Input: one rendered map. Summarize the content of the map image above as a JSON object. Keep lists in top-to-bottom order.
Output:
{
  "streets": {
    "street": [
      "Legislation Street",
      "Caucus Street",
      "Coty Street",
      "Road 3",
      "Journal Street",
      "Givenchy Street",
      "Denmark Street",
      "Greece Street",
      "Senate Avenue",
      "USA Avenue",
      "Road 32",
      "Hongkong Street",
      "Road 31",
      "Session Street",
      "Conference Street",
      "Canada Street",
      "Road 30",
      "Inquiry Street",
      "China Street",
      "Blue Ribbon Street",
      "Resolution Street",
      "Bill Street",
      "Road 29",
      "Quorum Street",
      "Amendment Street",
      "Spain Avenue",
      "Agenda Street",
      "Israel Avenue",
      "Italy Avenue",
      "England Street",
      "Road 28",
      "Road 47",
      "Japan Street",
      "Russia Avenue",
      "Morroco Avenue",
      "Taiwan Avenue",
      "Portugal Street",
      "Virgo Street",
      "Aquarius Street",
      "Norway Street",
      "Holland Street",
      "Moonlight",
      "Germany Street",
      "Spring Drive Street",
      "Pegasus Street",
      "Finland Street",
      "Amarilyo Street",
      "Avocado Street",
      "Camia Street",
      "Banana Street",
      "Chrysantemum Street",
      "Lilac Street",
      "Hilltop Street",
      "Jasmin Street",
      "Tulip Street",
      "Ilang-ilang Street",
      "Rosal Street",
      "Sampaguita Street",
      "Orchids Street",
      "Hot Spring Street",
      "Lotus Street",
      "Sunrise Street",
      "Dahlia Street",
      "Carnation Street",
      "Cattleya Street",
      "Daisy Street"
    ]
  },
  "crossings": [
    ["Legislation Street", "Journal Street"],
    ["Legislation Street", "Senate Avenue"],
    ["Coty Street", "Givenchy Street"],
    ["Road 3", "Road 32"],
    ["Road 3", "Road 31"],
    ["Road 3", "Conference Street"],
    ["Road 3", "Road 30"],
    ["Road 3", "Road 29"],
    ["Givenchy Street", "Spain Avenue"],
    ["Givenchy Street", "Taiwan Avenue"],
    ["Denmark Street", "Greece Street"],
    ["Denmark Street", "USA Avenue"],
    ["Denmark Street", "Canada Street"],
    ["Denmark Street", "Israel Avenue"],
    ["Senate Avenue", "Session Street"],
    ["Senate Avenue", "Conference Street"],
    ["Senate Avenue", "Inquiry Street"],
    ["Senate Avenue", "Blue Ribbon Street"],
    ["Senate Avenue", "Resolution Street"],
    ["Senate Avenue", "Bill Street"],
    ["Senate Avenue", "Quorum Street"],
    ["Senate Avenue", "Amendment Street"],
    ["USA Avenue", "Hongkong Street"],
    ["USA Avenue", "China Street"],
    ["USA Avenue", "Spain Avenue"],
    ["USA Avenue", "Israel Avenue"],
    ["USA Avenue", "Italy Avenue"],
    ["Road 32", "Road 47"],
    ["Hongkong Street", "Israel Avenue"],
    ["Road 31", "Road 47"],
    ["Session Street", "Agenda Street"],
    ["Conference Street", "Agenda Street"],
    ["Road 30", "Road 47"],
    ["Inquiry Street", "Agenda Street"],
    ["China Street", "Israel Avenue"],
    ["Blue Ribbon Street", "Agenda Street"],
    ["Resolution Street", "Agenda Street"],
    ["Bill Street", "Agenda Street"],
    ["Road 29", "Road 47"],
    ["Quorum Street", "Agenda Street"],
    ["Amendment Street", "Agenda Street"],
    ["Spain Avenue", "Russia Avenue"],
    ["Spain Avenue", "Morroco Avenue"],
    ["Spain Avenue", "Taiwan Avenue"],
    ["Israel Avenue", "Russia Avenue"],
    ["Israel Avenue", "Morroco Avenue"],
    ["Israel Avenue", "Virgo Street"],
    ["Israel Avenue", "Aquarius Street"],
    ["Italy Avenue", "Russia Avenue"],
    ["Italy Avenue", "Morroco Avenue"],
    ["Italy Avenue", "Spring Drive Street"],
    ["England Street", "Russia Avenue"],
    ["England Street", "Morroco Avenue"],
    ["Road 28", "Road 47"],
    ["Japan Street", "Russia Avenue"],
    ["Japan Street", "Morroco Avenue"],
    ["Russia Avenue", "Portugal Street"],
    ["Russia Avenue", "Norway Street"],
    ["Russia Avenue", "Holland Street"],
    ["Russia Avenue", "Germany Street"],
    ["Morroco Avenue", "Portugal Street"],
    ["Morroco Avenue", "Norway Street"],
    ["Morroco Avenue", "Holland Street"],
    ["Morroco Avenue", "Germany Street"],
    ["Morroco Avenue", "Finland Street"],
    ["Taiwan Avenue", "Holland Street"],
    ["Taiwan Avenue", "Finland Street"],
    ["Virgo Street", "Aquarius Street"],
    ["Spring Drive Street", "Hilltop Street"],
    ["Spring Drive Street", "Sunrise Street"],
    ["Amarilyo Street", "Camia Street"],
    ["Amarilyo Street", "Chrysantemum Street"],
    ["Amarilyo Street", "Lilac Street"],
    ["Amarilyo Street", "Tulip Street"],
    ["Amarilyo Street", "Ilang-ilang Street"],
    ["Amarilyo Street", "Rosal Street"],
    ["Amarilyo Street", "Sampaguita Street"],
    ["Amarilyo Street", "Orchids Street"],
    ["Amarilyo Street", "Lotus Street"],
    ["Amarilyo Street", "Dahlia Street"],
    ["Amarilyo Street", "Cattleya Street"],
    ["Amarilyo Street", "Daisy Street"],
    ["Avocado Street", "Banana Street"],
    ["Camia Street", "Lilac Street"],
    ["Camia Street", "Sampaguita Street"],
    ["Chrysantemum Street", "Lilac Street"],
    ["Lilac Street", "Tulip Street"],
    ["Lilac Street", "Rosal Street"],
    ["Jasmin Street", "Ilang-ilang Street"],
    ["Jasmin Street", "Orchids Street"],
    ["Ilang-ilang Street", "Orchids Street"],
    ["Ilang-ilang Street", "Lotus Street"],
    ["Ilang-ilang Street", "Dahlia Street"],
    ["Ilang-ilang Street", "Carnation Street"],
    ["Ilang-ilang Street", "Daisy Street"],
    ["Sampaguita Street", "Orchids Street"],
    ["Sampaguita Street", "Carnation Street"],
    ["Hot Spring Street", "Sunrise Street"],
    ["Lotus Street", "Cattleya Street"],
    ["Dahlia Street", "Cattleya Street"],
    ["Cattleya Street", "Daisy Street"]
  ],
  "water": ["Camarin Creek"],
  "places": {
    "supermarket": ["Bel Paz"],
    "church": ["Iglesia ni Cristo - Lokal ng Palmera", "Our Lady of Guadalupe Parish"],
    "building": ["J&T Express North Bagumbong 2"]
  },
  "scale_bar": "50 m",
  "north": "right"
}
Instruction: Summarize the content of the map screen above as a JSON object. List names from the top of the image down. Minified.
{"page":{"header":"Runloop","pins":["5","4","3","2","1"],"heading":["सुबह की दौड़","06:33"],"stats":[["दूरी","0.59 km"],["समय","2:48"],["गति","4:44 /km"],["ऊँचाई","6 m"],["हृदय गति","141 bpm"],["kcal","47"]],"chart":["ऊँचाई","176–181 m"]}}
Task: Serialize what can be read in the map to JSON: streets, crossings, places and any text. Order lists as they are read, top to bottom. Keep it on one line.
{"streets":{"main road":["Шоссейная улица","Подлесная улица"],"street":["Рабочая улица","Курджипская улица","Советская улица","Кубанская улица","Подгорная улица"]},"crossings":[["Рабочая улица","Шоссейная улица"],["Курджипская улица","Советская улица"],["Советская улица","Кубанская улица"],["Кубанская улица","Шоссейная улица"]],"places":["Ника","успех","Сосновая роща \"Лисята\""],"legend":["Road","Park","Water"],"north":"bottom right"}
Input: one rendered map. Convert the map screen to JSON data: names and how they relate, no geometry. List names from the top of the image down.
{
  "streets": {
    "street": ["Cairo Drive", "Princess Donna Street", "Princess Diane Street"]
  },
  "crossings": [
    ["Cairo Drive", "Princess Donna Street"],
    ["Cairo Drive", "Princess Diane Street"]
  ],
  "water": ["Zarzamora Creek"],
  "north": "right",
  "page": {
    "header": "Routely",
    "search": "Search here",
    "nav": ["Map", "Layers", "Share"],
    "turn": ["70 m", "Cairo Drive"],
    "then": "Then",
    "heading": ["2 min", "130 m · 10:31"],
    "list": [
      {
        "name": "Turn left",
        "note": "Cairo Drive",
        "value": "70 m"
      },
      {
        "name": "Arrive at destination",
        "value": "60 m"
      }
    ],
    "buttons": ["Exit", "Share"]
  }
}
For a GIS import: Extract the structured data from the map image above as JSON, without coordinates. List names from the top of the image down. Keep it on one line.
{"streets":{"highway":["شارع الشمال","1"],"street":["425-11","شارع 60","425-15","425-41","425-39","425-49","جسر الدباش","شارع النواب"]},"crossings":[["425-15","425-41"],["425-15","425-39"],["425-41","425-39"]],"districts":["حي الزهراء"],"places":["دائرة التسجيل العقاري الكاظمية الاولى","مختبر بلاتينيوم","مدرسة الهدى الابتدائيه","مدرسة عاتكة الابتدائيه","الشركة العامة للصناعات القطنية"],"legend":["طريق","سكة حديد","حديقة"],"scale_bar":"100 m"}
*****
Retype the lines of the material from the one containing "For a GIS import: Extract" through the last line, exactly, and give no other lines.

For a GIS import: Extract the structured data from the map image above as JSON, without coordinates. List names from the top of the image down. Keep it on one line.
{"streets":{"highway":["شارع الشمال","1"],"street":["425-11","شارع 60","425-15","425-41","425-39","425-49","جسر الدباش","شارع النواب"]},"crossings":[["425-15","425-41"],["425-15","425-39"],["425-41","425-39"]],"districts":["حي الزهراء"],"places":["دائرة التسجيل العقاري الكاظمية الاولى","مختبر بلاتينيوم","مدرسة الهدى الابتدائيه","مدرسة عاتكة الابتدائيه","الشركة العامة للصناعات القطنية"],"legend":["طريق","سكة حديد","حديقة"],"scale_bar":"100 m"}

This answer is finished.